Do We Still Need Women’s Only Spaces?

by June 10, 2015
filed under Activism
Topics ,

women in a bike shop

I’m not going to lie…I used to think women’s only spaces were a stupid idea. Wait! Hear me out! Please don’t take away my Feminist card, I need it to go to cool parties and rally against the patriarchy!

I realize my ignorance was a product of my privilege. That privilege being is that I rarely feel uncomfortable in male-dominated environments. With that privilege, I figured having women’s only spaces worsened the cause of helping women feel comfortable with men, and thought it was being discriminatory against men.

This opinion couldn’t be further from the intent of having those spaces, and I think what has happened recently with the Edmonton Bicycle Commuters Society (EBC) is a reflection of that ignorance.

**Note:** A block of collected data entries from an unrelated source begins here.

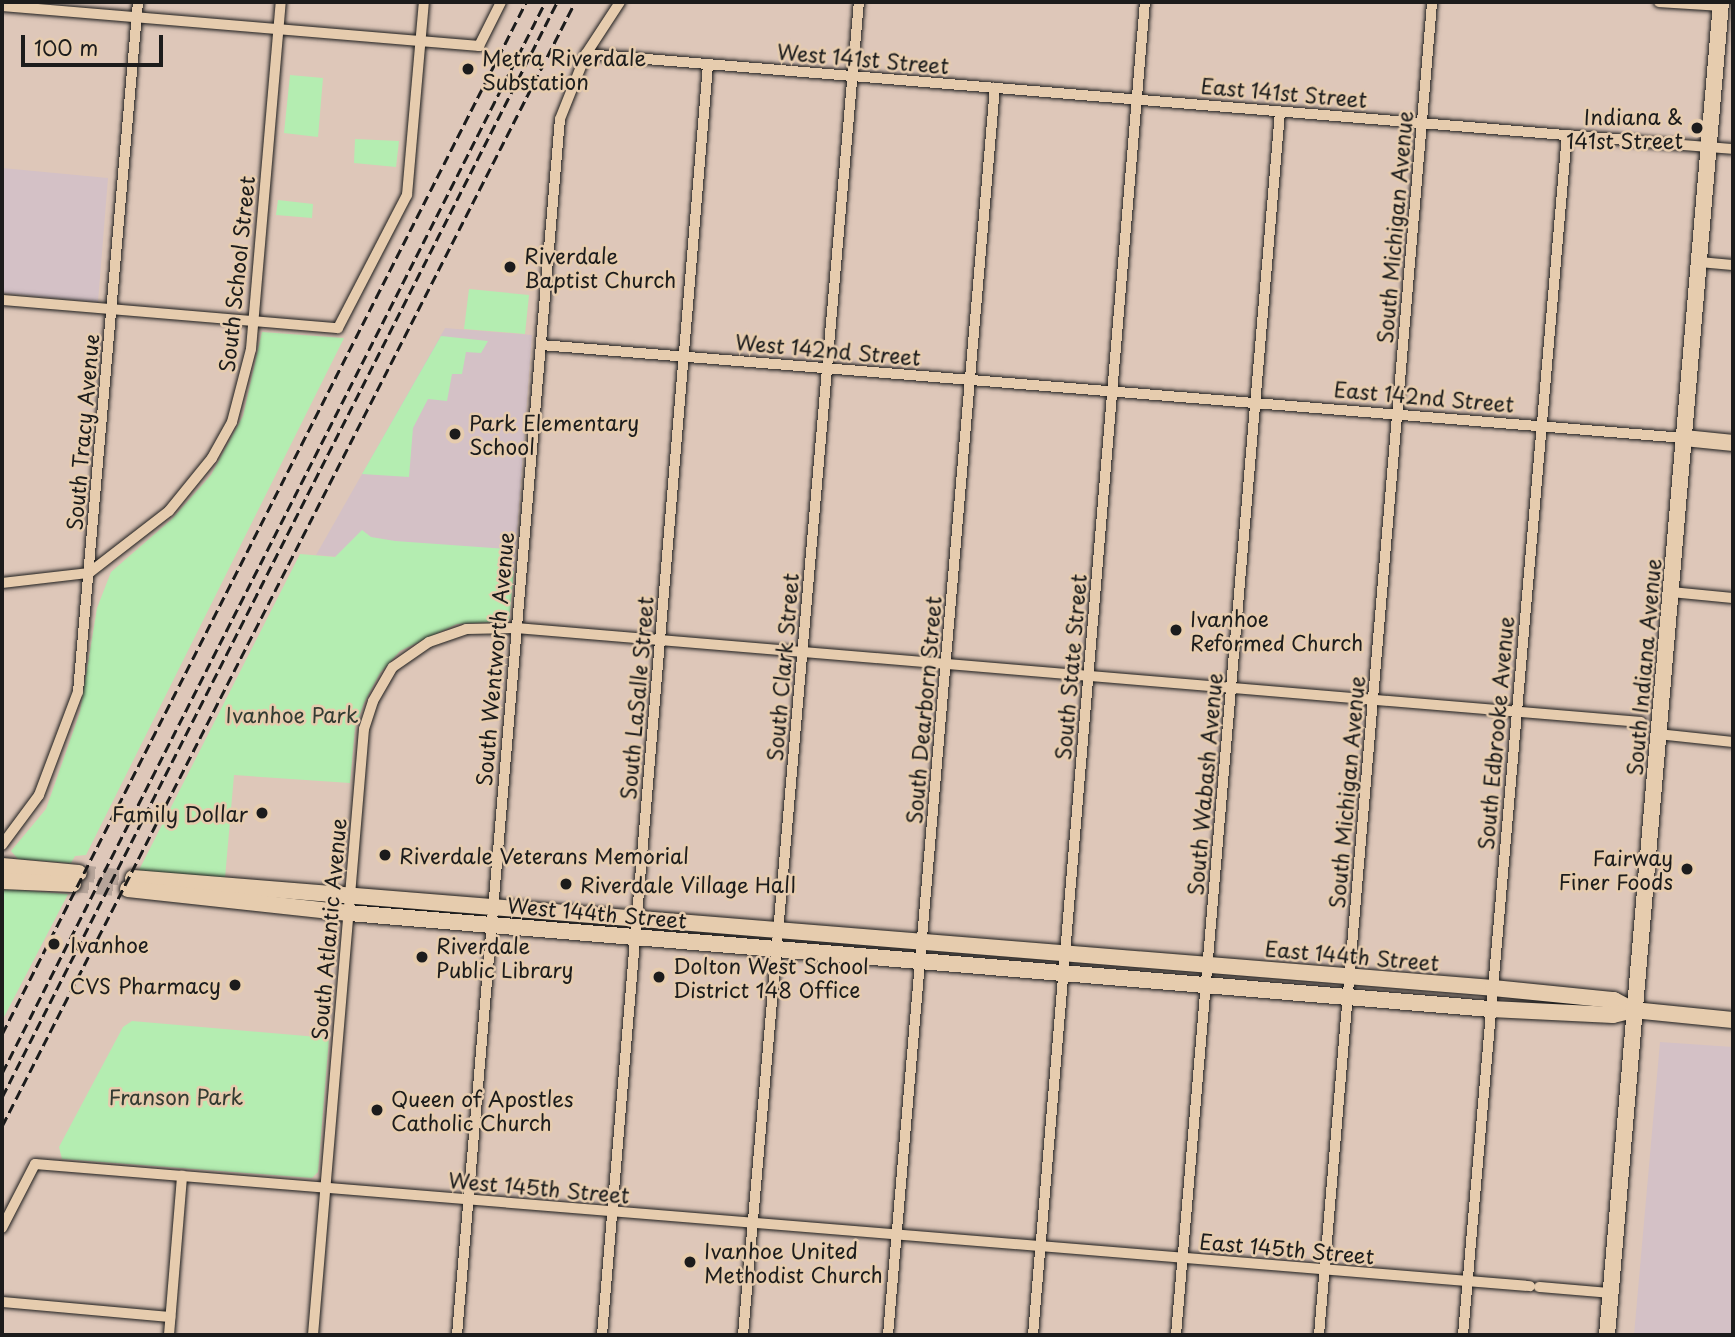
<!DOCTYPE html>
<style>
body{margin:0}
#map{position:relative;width:1735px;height:1337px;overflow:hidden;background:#dec7b9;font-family:"Playpen Sans",sans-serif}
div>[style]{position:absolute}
.built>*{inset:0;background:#d4c1c6}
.green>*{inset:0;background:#b4edb1}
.secondary-tunnel>*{height:16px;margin-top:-8px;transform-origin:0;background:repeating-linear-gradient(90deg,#b7a59a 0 16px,transparent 0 24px)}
.roads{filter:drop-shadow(0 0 2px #1c1c1c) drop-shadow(0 0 2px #1c1c1c)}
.street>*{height:10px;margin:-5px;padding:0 5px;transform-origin:5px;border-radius:5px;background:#e6ccae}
.secondary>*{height:16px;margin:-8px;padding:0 8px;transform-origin:8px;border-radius:8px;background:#e6ccae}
.rail>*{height:2.5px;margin-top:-1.25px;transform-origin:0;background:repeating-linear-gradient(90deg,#1c1c1c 0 10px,transparent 0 15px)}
.dots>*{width:19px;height:19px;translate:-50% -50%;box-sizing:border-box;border:4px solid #e6ccae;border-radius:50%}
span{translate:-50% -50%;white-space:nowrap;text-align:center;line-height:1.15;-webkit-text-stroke:5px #e6ccae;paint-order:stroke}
.poi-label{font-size:21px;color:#1c1c1c}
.left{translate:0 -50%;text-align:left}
.right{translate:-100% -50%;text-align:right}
.street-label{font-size:21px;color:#1c1c1c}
.park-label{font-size:21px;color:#333b32}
.frame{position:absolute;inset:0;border:4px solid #1c1c1c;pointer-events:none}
.scale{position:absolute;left:21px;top:35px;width:142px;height:32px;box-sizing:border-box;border:4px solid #1c1c1c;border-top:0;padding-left:9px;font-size:21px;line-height:24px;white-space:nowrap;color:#1c1c1c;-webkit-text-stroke:5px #e6ccae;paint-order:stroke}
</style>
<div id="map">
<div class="built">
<i style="clip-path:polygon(2px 168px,108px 178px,98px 302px,2px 293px)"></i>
<i style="clip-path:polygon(445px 328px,532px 335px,514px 571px,316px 555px)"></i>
<i style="clip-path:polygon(1660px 1042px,1733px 1047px,1733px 1335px,1634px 1335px)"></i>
</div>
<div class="green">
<i style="clip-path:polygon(290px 75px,323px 78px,318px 137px,284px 133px)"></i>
<i style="clip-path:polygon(355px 139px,399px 141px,396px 167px,354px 163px)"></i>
<i style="clip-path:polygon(278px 200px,313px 204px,312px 218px,276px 215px)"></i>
<i style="clip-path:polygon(469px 289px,529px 295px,525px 334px,464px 329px)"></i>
<i style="clip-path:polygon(262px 332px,344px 338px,86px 855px,75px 856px,71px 863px,18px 859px,11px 851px,46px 809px,80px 712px,97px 608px,111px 572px,172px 519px,211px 475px,243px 416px)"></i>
<i style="clip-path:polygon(441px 336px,488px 341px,481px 353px,466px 352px,462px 374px,452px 374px,447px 401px,428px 399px,413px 428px,409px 477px,362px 474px)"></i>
<i style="clip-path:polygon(362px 530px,371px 537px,395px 541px,507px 549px,508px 570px,514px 571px,509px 621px,457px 624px,400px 651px,380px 673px,364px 703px,355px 728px,350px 783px,234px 775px,225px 878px,138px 872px,300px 554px,335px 557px)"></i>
<i style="clip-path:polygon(5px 889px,68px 894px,2px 1021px,2px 896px)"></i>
<i style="clip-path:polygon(132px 1021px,329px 1038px,318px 1172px,312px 1178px,62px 1159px,59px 1147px,123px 1027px)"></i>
</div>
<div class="secondary-tunnel">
<i style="left:79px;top:873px;width:48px;rotate:5.9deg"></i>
<i style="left:73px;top:884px;width:55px;rotate:5.2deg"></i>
</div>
<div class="roads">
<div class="street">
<i style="left:1659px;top:2px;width:62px;rotate:3.7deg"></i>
<i style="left:2px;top:6px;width:479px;rotate:4.8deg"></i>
<i style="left:479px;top:46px;width:49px;rotate:-63.4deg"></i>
<i style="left:586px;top:54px;width:1056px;rotate:4.73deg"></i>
<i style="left:1644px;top:142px;width:89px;rotate:4.5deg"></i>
<i style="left:1699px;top:262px;width:34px;rotate:5deg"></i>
<i style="left:2px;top:300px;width:337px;rotate:4.8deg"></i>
<i style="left:338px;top:328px;width:150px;rotate:-62.6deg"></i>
<i style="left:407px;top:195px;width:194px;rotate:-85deg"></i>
<i style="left:541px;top:345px;width:1148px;rotate:4.65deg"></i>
<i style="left:2px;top:583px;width:88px;rotate:-6.6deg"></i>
<i style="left:89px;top:573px;width:101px;rotate:-37.8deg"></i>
<i style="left:169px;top:511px;width:68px;rotate:-50.9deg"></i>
<i style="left:212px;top:458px;width:41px;rotate:-60.9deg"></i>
<i style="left:232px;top:422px;width:75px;rotate:-75.4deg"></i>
<i style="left:251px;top:349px;width:348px;rotate:-85.1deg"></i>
<i style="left:1671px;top:592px;width:62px;rotate:5.5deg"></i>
<i style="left:1658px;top:734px;width:75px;rotate:6.1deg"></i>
<i style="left:2px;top:845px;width:62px;rotate:-53.5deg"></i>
<i style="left:39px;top:795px;width:110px;rotate:-69.3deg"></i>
<i style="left:78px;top:692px;width:693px;rotate:-85.03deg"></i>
<i style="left:2px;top:1228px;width:72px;rotate:-62.7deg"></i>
<i style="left:35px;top:1164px;width:1500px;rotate:4.67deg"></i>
<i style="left:1539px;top:1287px;width:71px;rotate:4.8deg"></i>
<i style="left:2px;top:1302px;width:169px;rotate:5.1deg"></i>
<i style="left:169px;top:1335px;width:160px;rotate:-85.3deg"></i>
<i style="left:313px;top:1335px;width:608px;rotate:-85.19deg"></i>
<i style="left:364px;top:729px;width:29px;rotate:-72deg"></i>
<i style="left:373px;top:701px;width:39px;rotate:-60deg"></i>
<i style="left:393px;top:667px;width:44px;rotate:-34.8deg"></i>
<i style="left:429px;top:642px;width:39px;rotate:-19deg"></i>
<i style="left:466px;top:629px;width:50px;rotate:-1.1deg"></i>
<i style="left:516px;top:628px;width:1129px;rotate:4.78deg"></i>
<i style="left:457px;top:1335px;width:1220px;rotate:-85.16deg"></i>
<i style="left:560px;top:119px;width:70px;rotate:-68.2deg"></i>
<i style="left:586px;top:54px;width:62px;rotate:-56.8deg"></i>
<i style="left:602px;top:1335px;width:1275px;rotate:-85.23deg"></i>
<i style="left:743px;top:1335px;width:1338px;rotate:-85.03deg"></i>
<i style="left:888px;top:1335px;width:1252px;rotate:-85.1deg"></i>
<i style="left:1033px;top:1335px;width:1338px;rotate:-85.2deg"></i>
<i style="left:1176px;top:1335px;width:1228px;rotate:-85.14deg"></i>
<i style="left:1319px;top:1335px;width:1338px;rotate:-85.15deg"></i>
<i style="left:1463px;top:1335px;width:1204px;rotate:-85.05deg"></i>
</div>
<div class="secondary">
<i style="left:1685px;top:438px;width:48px;rotate:5.9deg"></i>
<i style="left:2px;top:866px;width:77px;rotate:5.2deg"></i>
<i style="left:133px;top:878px;width:1364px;rotate:4.62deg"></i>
<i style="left:1493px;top:988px;width:122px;rotate:5.7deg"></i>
<i style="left:1614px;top:1000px;width:21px;rotate:28deg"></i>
<i style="left:2px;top:881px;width:71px;rotate:2.4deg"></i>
<i style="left:128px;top:889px;width:222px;rotate:6.2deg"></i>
<i style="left:349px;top:913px;width:1146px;rotate:4.81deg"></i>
<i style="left:1491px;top:1009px;width:122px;rotate:2.8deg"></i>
<i style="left:1613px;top:1015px;width:21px;rotate:-14deg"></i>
<i style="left:1633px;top:1010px;width:100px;rotate:5.7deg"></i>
<i style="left:1607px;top:1335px;width:1338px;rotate:-85.11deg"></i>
</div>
</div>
<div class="rail">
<i style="left:2px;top:1034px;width:1157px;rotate:-63.08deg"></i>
<i style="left:2px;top:1073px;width:1201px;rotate:-63.11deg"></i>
<i style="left:2px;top:1097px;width:1228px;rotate:-63.12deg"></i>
<i style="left:2px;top:1126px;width:1262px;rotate:-62.99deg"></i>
</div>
<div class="dots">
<i style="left:468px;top:69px;background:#1c1c1c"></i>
<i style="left:1697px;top:128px;background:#1c1c1c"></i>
<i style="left:510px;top:267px;background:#1c1c1c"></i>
<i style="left:455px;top:434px;background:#1c1c1c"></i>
<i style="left:1176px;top:630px;background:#1c1c1c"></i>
<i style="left:262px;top:813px;background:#1c1c1c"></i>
<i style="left:385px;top:855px;background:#1c1c1c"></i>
<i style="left:1687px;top:869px;background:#1c1c1c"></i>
<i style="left:566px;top:884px;background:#1c1c1c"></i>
<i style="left:54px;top:944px;background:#1c1c1c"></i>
<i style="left:422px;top:957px;background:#1c1c1c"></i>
<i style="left:659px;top:977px;background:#1c1c1c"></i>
<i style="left:235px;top:985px;background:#1c1c1c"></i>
<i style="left:377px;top:1110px;background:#1c1c1c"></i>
<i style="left:690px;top:1262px;background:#1c1c1c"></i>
</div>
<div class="poi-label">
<span class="left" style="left:482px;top:69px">Metra Riverdale<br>Substation</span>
<span class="right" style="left:1683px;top:128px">Indiana &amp;<br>141st Street</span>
<span class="left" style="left:524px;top:267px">Riverdale<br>Baptist Church</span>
<span class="left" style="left:469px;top:434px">Park Elementary<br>School</span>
<span class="left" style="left:1190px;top:630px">Ivanhoe<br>Reformed Church</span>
<span class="right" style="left:248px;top:813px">Family Dollar</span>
<span class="left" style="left:399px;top:855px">Riverdale Veterans Memorial</span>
<span class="right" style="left:1673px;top:869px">Fairway<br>Finer Foods</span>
<span class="left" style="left:580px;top:884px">Riverdale Village Hall</span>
<span class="left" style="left:70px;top:944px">Ivanhoe</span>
<span class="left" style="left:436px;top:957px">Riverdale<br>Public Library</span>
<span class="left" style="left:673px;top:977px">Dolton West School<br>District 148 Office</span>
<span class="right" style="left:221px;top:985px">CVS Pharmacy</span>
<span class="left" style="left:391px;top:1110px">Queen of Apostles<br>Catholic Church</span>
<span class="left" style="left:704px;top:1262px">Ivanhoe United<br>Methodist Church</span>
</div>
<div class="street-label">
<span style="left:863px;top:58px;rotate:5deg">West 141st Street</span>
<span style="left:1284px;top:92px;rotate:5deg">East 141st Street</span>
<span style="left:1394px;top:227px;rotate:-85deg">South Michigan Avenue</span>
<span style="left:236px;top:274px;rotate:-84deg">South School Street</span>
<span style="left:828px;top:349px;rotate:5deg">West 142nd Street</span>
<span style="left:1424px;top:396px;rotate:5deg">East 142nd Street</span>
<span style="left:82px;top:432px;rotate:-85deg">South Tracy Avenue</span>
<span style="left:494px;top:659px;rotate:-85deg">South Wentworth Avenue</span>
<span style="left:782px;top:667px;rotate:-85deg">South Clark Street</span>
<span style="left:1070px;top:667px;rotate:-85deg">South State Street</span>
<span style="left:1643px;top:667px;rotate:-85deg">South Indiana Avenue</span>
<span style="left:636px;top:698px;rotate:-85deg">South LaSalle Street</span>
<span style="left:923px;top:710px;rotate:-85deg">South Dearborn Street</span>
<span style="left:1495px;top:733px;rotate:-85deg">South Edbrooke Avenue</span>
<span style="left:1204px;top:784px;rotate:-85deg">South Wabash Avenue</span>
<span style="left:1346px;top:792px;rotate:-85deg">South Michigan Avenue</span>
<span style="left:597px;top:912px;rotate:5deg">West 144th Street</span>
<span style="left:328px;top:929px;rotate:-85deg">South Atlantic Avenue</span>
<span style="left:1352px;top:955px;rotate:5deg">East 144th Street</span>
<span style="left:539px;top:1187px;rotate:5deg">West 145th Street</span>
<span style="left:1287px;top:1248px;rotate:5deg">East 145th Street</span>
</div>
<div class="park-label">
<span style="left:292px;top:714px">Ivanhoe Park</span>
<span style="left:176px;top:1096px">Franson Park</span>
</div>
<div class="frame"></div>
<div class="scale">100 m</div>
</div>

For 3 sundays a month, the EBC hosts a women, trans and gender night where volunteer bike mechanics are available to help customers purchase, fix or build bicycles. On May 31, a man by the name of John walked into the space with his wife and 2 daughters, only to be told that he couldn’t enter. This provoked him to file a complaint to the human rights commission, as he felt discriminated against.

The EBC hosts these nights to to recruit more volunteer mechanics and to promote a more inclusive space during the week. Mechanic work is a field dominated by men, and these nights are important for promoting gender equality.
You can preach all you want that male-dominated spaces accept women, but I grew up with a father in the oil industry. I know the whole ‘the old lady is mad at me for not cleaning up’ attitude. I have interests and hobbies that are considered ‘masculine’ and have had to fight for my space and a voice all my life. Women know what goes on in the ol’ boys club, and we’ve been observing it our whole lives. So to balance this out, we’ve started our own clubs to become the participant rather than the observer.

John experienced being the observer that day. Something he’s probably rarely encountered. He’s never had a man come up to him at a bike shop, call him sweetheart and try to sell him a lesser product. He’s never overheard a misandrist conversation while at the mechanic, then felt torn between getting what he needed and leaving a potentially toxic situation.

But on that sunday, John was told he came on the wrong day, because it was a women, trans and gender non-binary night, and that he could come back the next day to get what he needed. And instead of reflection, this man chose to react to feelings of rejection. Rejection can cause a man to forget to listen, and make him cry ‘reverse sexism’ without thinking about why that space needed to exist in the first place.

Rejection can prevent a woman to take her bike, car, mechanical appliances, etc for repairs. Potentially causing worse problems, or accidents down the line.

Rejection can cause a gender non-binary person to hide their true identity and expression, which can result in depression and feelings of anxiety in social situations.

Rejection can cause a trans person to turn to suicide because they feel they’re not welcomed.
Creating an environment for women, trans and gender non-binary people to excel in multiple ways is crucial. It fosters a sense of community that we desperately need.

The intent is not to discriminate or hate against men, but to empower a group who often feels powerless – to nurture past hurts, and slowly recover from a life time of rejection – a mechanical group therapy session if you will.

Now if you’ll excuse me, I’m off to ride my bike.